● **Records from a data collection**
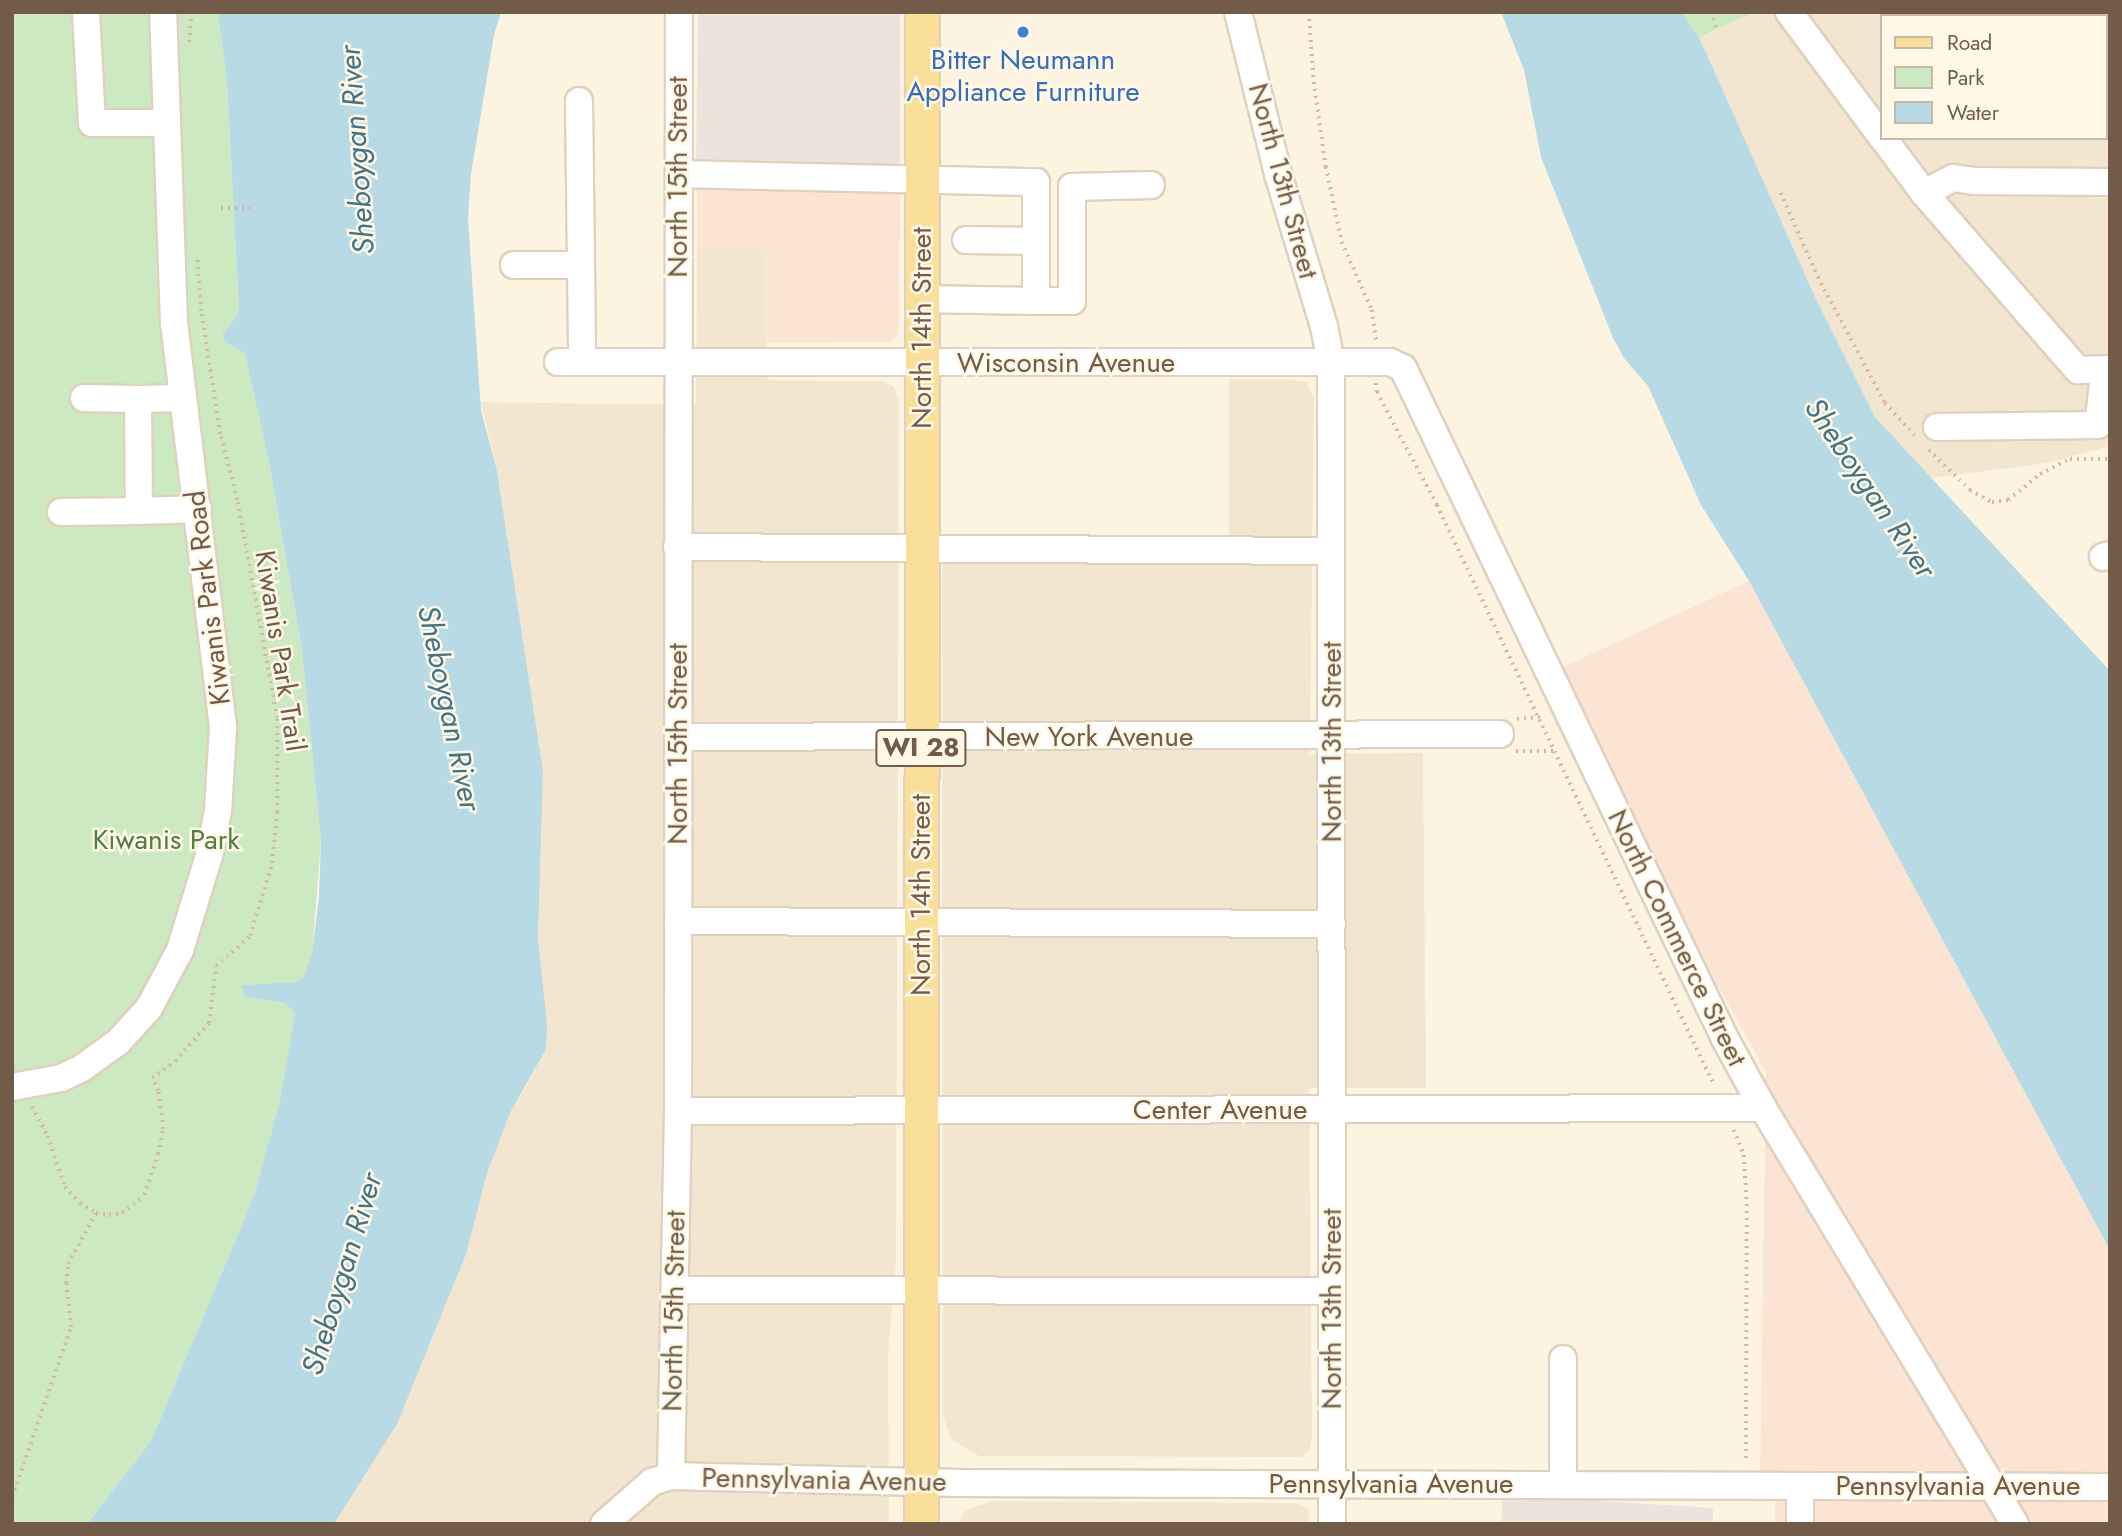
<!DOCTYPE html>
<html>
<head>
<meta charset="utf-8">
<style>
  body { margin:0 }
  #map { position:relative; width:2122px; height:1536px; overflow:hidden; background:#fcf4e1; font-family:Jost,sans-serif }
  div>[style] { position:absolute }
  .residential>* { inset:0; background:#f3e6d0 }
  .commercial>* { inset:0; background:#fce4d5 }
  .industrial>* { inset:0; background:#eae4dd }
  .green>* { inset:0; background:#cde9c1 }
  .water>* { inset:0; background:#b7dae4 }
  .path>* { height:3.5px; margin-top:-1.75px; transform-origin:0; background:repeating-linear-gradient(90deg,#d5b89d 0 2px,transparent 0 7px) }
  .roads { filter:drop-shadow(2px 0 #e0d1be) drop-shadow(-2px 0 #e0d1be) drop-shadow(0 2px #e0d1be) drop-shadow(0 -2px #e0d1be) }
  .minor>* { height:26px; margin:-13px; padding:0 13px; transform-origin:13px; border-radius:13px; background:#fff }
  .major>* { height:33px; margin:-16.5px; padding:0 16.5px; transform-origin:16.5px; border-radius:16.5px; background:#fadf9a }
  .dots>* { width:19px; height:19px; translate:-50% -50%; box-sizing:border-box; border:4px solid #fff8e7; border-radius:50% }
  span { translate:-50% -50%; white-space:nowrap; text-align:center; line-height:1.15; -webkit-text-stroke:5px #fff8e7; paint-order:stroke }
  .shield-label span { padding:2px 5px; background:#fff8e7; border:2px solid; border-radius:5px; -webkit-text-stroke-width:0 }
  .shield-label { font-size:26px; color:#725b49; font-weight:700 }
  .shop-label { font-size:28px; color:#366cbe }
  .street-label { font-size:28px; color:#725b49 }
  .park-label { font-size:28px; color:#507e43 }
  .water-label { font-size:30px; color:#437485; font-style:italic }
  .frame { position:absolute; inset:0; border:14px solid #725b49; pointer-events:none }
  .legend { position:absolute; left:1880px; top:14px; width:228px; height:126px; box-sizing:border-box; background:#fff8e7; border:2px solid #c7b9a8; margin:0; padding:9px 12px; list-style:none; font-size:21px; color:#725b49 }
  .legend li { display:flex; align-items:center; gap:14px; height:35px }
  .legend b { width:35px; border:2px solid #c7b9a8 }
</style>
</head>
<body>
<div id="map">
  <div class="residential">
    <i style="clip-path:polygon(evenodd,1755px 12px,2110px 12px,2110px 446px,2047px 463px,1930px 478px,1875px 417px,1815px 297px,1699px 37px,1755px 12px,1882px 16px,2106px 16px,2106px 138px,1882px 138px,1882px 16px)"></i>
    <i style="clip-path:polygon(697px 249px,766px 249px,767px 380px,883px 381px,894px 387px,899px 401px,896px 1262px,888px 1353px,889px 1524px,334px 1524px,351px 1492px,510px 1113px,535px 1071px,547px 1024px,538px 939px,543px 771px,497px 471px,481px 402px,696px 405px)"></i>
    <i style="clip-path:polygon(1229px 379px,1298px 380px,1306px 382px,1314px 398px,1310px 754px,1423px 753px,1426px 1088px,1309px 1088px,1312px 1437px,1309px 1450px,1302px 1457px,979px 1456px,952px 1440px,943px 1417px,942px 549px,1229px 554px)"></i>
    <i style="clip-path:polygon(993px 1501px,1297px 1503px,1308px 1509px,1310px 1524px,957px 1524px,966px 1510px)"></i>
  </div>
  <div class="commercial">
    <i style="clip-path:polygon(900px 181px,899px 325px,897px 335px,890px 342px,767px 343px,766px 249px,697px 249px,697px 182px)"></i>
    <i style="clip-path:polygon(1749px 581px,2110px 1250px,2110px 1524px,1775px 1524px,1775px 1482px,1760px 1482px,1766px 1072px,1581px 741px,1550px 673px)"></i>
  </div>
  <div class="industrial">
    <i style="clip-path:polygon(698px 12px,900px 12px,900px 168px,696px 168px)"></i>
    <i style="clip-path:polygon(1503px 1495px,1713px 1508px,1713px 1524px,1501px 1524px)"></i>
  </div>
  <div class="green">
    <i style="clip-path:polygon(12px 12px,218px 12px,227px 82px,239px 313px,222px 334px,225px 342px,245px 352px,269px 462px,302px 652px,321px 840px,312px 953px,304px 976px,296px 982px,243px 985px,267px 999px,285px 1003px,295px 1013px,280px 1100px,254px 1196px,151px 1441px,87px 1524px,12px 1524px)"></i>
    <i style="clip-path:polygon(1681px 12px,1755px 12px,1699px 37px)"></i>
  </div>
  <div class="water">
    <i style="clip-path:polygon(218px 12px,501px 12px,494px 35px,471px 174px,468px 219px,481px 410px,497px 471px,543px 771px,538px 939px,547px 1024px,546px 1049px,510px 1113px,487px 1173px,466px 1254px,397px 1424px,334px 1524px,87px 1524px,151px 1441px,254px 1196px,280px 1100px,295px 1013px,285px 1003px,244px 996px,242px 985px,296px 982px,304px 976px,312px 953px,319px 897px,321px 840px,302px 651px,269px 462px,245px 353px,225px 342px,222px 334px,239px 313px,227px 82px)"></i>
    <i style="clip-path:polygon(1501px 12px,1681px 12px,1699px 37px,1815px 297px,1875px 417px,2110px 671px,2110px 1250px,1749px 581px,1701px 505px,1648px 386px,1624px 358px,1613px 338px,1541px 157px,1524px 70px)"></i>
  </div>
  <div class="path">
    <i style="left:1309px;top:12px;width:70px;rotate:85.9deg"></i>
    <i style="left:1314px;top:82px;width:86px;rotate:82deg"></i>
    <i style="left:1326px;top:167px;width:77px;rotate:78deg"></i>
    <i style="left:1342px;top:242px;width:74px;rotate:66.2deg"></i>
    <i style="left:1372px;top:310px;width:30px;rotate:82deg"></i>
    <i style="left:1711px;top:12px;width:18px;rotate:71deg"></i>
    <i style="left:189px;top:42px;width:30px;rotate:-86deg"></i>
    <i style="left:1781px;top:193px;width:92px;rotate:66.2deg"></i>
    <i style="left:1818px;top:277px;width:143px;rotate:62deg"></i>
    <i style="left:1885px;top:403px;width:46px;rotate:47.6deg"></i>
    <i style="left:221px;top:208px;width:31px"></i>
    <i style="left:1376px;top:383px;width:9px;rotate:84deg"></i>
    <i style="left:1377px;top:392px;width:128px;rotate:62deg"></i>
    <i style="left:1437px;top:505px;width:643px;rotate:64.47deg"></i>
    <i style="left:1929px;top:450px;width:57px;rotate:44.3deg"></i>
    <i style="left:1970px;top:490px;width:25px;rotate:29deg"></i>
    <i style="left:1992px;top:502px;width:16px;rotate:-7deg"></i>
    <i style="left:2008px;top:500px;width:41px;rotate:-39.1deg"></i>
    <i style="left:2040px;top:474px;width:34px;rotate:-27deg"></i>
    <i style="left:2070px;top:459px;width:40px"></i>
    <i style="left:1517px;top:719px;width:24px;rotate:-5deg"></i>
    <i style="left:1516px;top:751px;width:38px"></i>
    <i style="left:32px;top:1107px;width:33px;rotate:61deg"></i>
    <i style="left:48px;top:1136px;width:54px;rotate:71.6deg"></i>
    <i style="left:65px;top:1187px;width:22px;rotate:47deg"></i>
    <i style="left:80px;top:1203px;width:19px;rotate:32deg"></i>
    <i style="left:1734px;top:1130px;width:27px;rotate:68deg"></i>
    <i style="left:1744px;top:1155px;width:49px;rotate:86.5deg"></i>
    <i style="left:1747px;top:1204px;width:259px;rotate:90.2deg"></i>
    <i style="left:12px;top:1497px;width:180px;rotate:-70.9deg"></i>
    <i style="left:71px;top:1327px;width:44px;rotate:-96.5deg"></i>
    <i style="left:66px;top:1283px;width:19px;rotate:-84deg"></i>
    <i style="left:68px;top:1264px;width:58px;rotate:-61.2deg"></i>
    <i style="left:96px;top:1213px;width:13px;rotate:9deg"></i>
    <i style="left:109px;top:1215px;width:13px;rotate:-9deg"></i>
    <i style="left:122px;top:1213px;width:28px;rotate:-39deg"></i>
    <i style="left:144px;top:1195px;width:43px;rotate:-71.1deg"></i>
    <i style="left:158px;top:1154px;width:25px;rotate:-79deg"></i>
    <i style="left:163px;top:1129px;width:38px;rotate:-97deg"></i>
    <i style="left:158px;top:1091px;width:14px;rotate:-115deg"></i>
    <i style="left:152px;top:1078px;width:29px;rotate:-36deg"></i>
    <i style="left:175px;top:1061px;width:51px;rotate:-48.2deg"></i>
    <i style="left:209px;top:1023px;width:57px;rotate:-83deg"></i>
    <i style="left:216px;top:966px;width:45px;rotate:-41.4deg"></i>
    <i style="left:250px;top:936px;width:76px;rotate:-73.2deg"></i>
    <i style="left:272px;top:863px;width:51px;rotate:-84.4deg"></i>
    <i style="left:277px;top:812px;width:94px;rotate:-90deg"></i>
    <i style="left:277px;top:718px;width:222px;rotate:-100.4deg"></i>
    <i style="left:237px;top:500px;width:68px;rotate:-104.4deg"></i>
    <i style="left:220px;top:434px;width:124px;rotate:-98.8deg"></i>
    <i style="left:201px;top:311px;width:55px;rotate:-94.2deg"></i>
  </div>
  <div class="roads">
    <div class="minor">
      <i style="left:86px;top:12px;width:111px;rotate:86.9deg"></i>
      <i style="left:92px;top:123px;width:75px"></i>
      <i style="left:1238px;top:12px;width:167px;rotate:76.1deg"></i>
      <i style="left:1278px;top:174px;width:159px;rotate:73.2deg"></i>
      <i style="left:1324px;top:326px;width:38px;rotate:79deg"></i>
      <i style="left:1331px;top:363px;width:1161px;rotate:89.95deg"></i>
      <i style="left:1789px;top:12px;width:156px;rotate:53.4deg"></i>
      <i style="left:1980px;top:12px;width:6px;rotate:45deg"></i>
      <i style="left:2106px;top:94px;width:6px;rotate:45deg"></i>
      <i style="left:579px;top:101px;width:261px;rotate:89.3deg"></i>
      <i style="left:1883px;top:138px;width:69px;rotate:53.3deg"></i>
      <i style="left:1924px;top:193px;width:33px;rotate:-27deg"></i>
      <i style="left:1953px;top:178px;width:21px;rotate:8deg"></i>
      <i style="left:1974px;top:181px;width:136px;rotate:0.4deg"></i>
      <i style="left:679px;top:174px;width:357px;rotate:1.3deg"></i>
      <i style="left:1036px;top:182px;width:119px;rotate:90deg"></i>
      <i style="left:1036px;top:301px;width:115px;rotate:-179deg"></i>
      <i style="left:1924px;top:193px;width:235px;rotate:49deg"></i>
      <i style="left:2078px;top:370px;width:32px;rotate:-2deg"></i>
      <i style="left:966px;top:240px;width:70px;rotate:0.8deg"></i>
      <i style="left:514px;top:265px;width:67px"></i>
      <i style="left:1036px;top:301px;width:36px"></i>
      <i style="left:1072px;top:301px;width:114px;rotate:-90deg"></i>
      <i style="left:1072px;top:187px;width:79px;rotate:-1.5deg"></i>
      <i style="left:558px;top:362px;width:832px"></i>
      <i style="left:1390px;top:362px;width:14px;rotate:25deg"></i>
      <i style="left:1403px;top:368px;width:744px;rotate:64.36deg"></i>
      <i style="left:1725px;top:1039px;width:79px;rotate:61.2deg"></i>
      <i style="left:1763px;top:1108px;width:486px;rotate:58.8deg"></i>
      <i style="left:84px;top:398px;width:54px;rotate:1.1deg"></i>
      <i style="left:183px;top:398px;width:45px;rotate:178.7deg"></i>
      <i style="left:138px;top:399px;width:112px;rotate:89.5deg"></i>
      <i style="left:139px;top:511px;width:59px;rotate:-1.9deg"></i>
      <i style="left:1937px;top:427px;width:161px;rotate:-0.7deg"></i>
      <i style="left:2098px;top:425px;width:56px;rotate:-82.9deg"></i>
      <i style="left:61px;top:512px;width:78px;rotate:-0.7deg"></i>
      <i style="left:677px;top:547px;width:654px;rotate:0.35deg"></i>
      <i style="left:2103px;top:557px;width:7px;rotate:-16deg"></i>
      <i style="left:678px;top:737px;width:822px;rotate:-0.21deg"></i>
      <i style="left:678px;top:921px;width:654px;rotate:0.26deg"></i>
      <i style="left:12px;top:1087px;width:50px;rotate:-10.4deg"></i>
      <i style="left:61px;top:1078px;width:23px;rotate:-25deg"></i>
      <i style="left:82px;top:1068px;width:44px;rotate:-35.8deg"></i>
      <i style="left:118px;top:1042px;width:46px;rotate:-47.6deg"></i>
      <i style="left:149px;top:1008px;width:66px;rotate:-61.9deg"></i>
      <i style="left:180px;top:950px;width:98px;rotate:-72.9deg"></i>
      <i style="left:209px;top:856px;width:46px;rotate:-78.7deg"></i>
      <i style="left:218px;top:811px;width:84px;rotate:-86.6deg"></i>
      <i style="left:223px;top:727px;width:406px;rotate:-96.9deg"></i>
      <i style="left:174px;top:324px;width:312px;rotate:-92deg"></i>
      <i style="left:678px;top:1111px;width:1085px;rotate:-0.16deg"></i>
      <i style="left:675px;top:1290px;width:657px;rotate:0.09deg"></i>
      <i style="left:1563px;top:1359px;width:126px;rotate:90deg"></i>
      <i style="left:671px;top:1476px;width:365px;rotate:-88.9deg"></i>
      <i style="left:678px;top:1111px;width:1099px;rotate:-89.95deg"></i>
      <i style="left:604px;top:1524px;width:64px;rotate:-41.2deg"></i>
      <i style="left:652px;top:1482px;width:20px;rotate:-18deg"></i>
      <i style="left:671px;top:1476px;width:289px;rotate:1.4deg"></i>
      <i style="left:960px;top:1483px;width:1150px;rotate:0.2deg"></i>
      <i style="left:1800px;top:1524px;width:38px;rotate:-90deg"></i>
    </div>
    <div class="major">
      <i style="left:921px;top:1524px;width:1512px;rotate:-89.96deg"></i>
    </div>
  </div>
  <div class="dots">
    <i style="left:1023px;top:32px;background:#3f7fe0"></i>
  </div>
  <div class="shield-label">
    <span style="left:921px;top:748px">WI 28</span>
  </div>
  <div class="shop-label">
    <span style="left:1023px;top:76px">Bitter Neumann<br>Appliance Furniture</span>
  </div>
  <div class="street-label">
    <span style="left:678px;top:177px;rotate:-90deg">North 15th Street</span>
    <span style="left:1283px;top:181px;rotate:75deg">North 13th Street</span>
    <span style="left:922px;top:328px;rotate:-90deg">North 14th Street</span>
    <span style="left:1066px;top:363px">Wisconsin Avenue</span>
    <span style="left:208px;top:598px;rotate:-97deg">Kiwanis Park Road</span>
    <span style="left:280px;top:651px;rotate:81deg">Kiwanis Park Trail</span>
    <span style="left:1089px;top:737px">New York Avenue</span>
    <span style="left:1332px;top:742px;rotate:-90deg">North 13th Street</span>
    <span style="left:678px;top:744px;rotate:-90deg">North 15th Street</span>
    <span style="left:921px;top:895px;rotate:-90deg">North 14th Street</span>
    <span style="left:1677px;top:938px;rotate:64deg">North Commerce Street</span>
    <span style="left:1220px;top:1110px">Center Avenue</span>
    <span style="left:1332px;top:1309px;rotate:-90deg">North 13th Street</span>
    <span style="left:674px;top:1311px;rotate:-89deg">North 15th Street</span>
    <span style="left:824px;top:1480px;rotate:1deg">Pennsylvania Avenue</span>
    <span style="left:1391px;top:1484px">Pennsylvania Avenue</span>
    <span style="left:1958px;top:1486px">Pennsylvania Avenue</span>
  </div>
  <div class="park-label">
    <span style="left:166px;top:840px">Kiwanis Park</span>
  </div>
  <div class="water-label">
    <span style="left:357px;top:150px;rotate:-94deg">Sheboygan River</span>
    <span style="left:1870px;top:488px;rotate:56deg">Sheboygan River</span>
    <span style="left:449px;top:708px;rotate:78deg">Sheboygan River</span>
    <span style="left:342px;top:1274px;rotate:-73deg">Sheboygan River</span>
  </div>
  <div class="frame"></div>
  <ul class="legend">
  <li><b style="height:9px;background:#fadf9a"></b>Road</li>
  <li><b style="height:19px;background:#cde9c1"></b>Park</li>
  <li><b style="height:19px;background:#b7dae4"></b>Water</li>
  </ul>
</div>
</body>
</html>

● **What to work on**
Collect the lines of the records that include the string "margin".

● **Exercise output**
  body { margin:0 }
  .path>* { height:3.5px; margin-top:-1.75px; transform-origin:0; background:repeating-linear-gradient(90deg,#d5b89d 0 2px,transparent 0 7px) }
  .minor>* { height:26px; margin:-13px; padding:0 13px; transform-origin:13px; border-radius:13px; background:#fff }
  .major>* { height:33px; margin:-16.5px; padding:0 16.5px; transform-origin:16.5px; border-radius:16.5px; background:#fadf9a }
  .legend { position:absolute; left:1880px; top:14px; width:228px; height:126px; box-sizing:border-box; background:#fff8e7; border:2px solid #c7b9a8; margin:0; padding:9px 12px; list-style:none; font-size:21px; color:#725b49 }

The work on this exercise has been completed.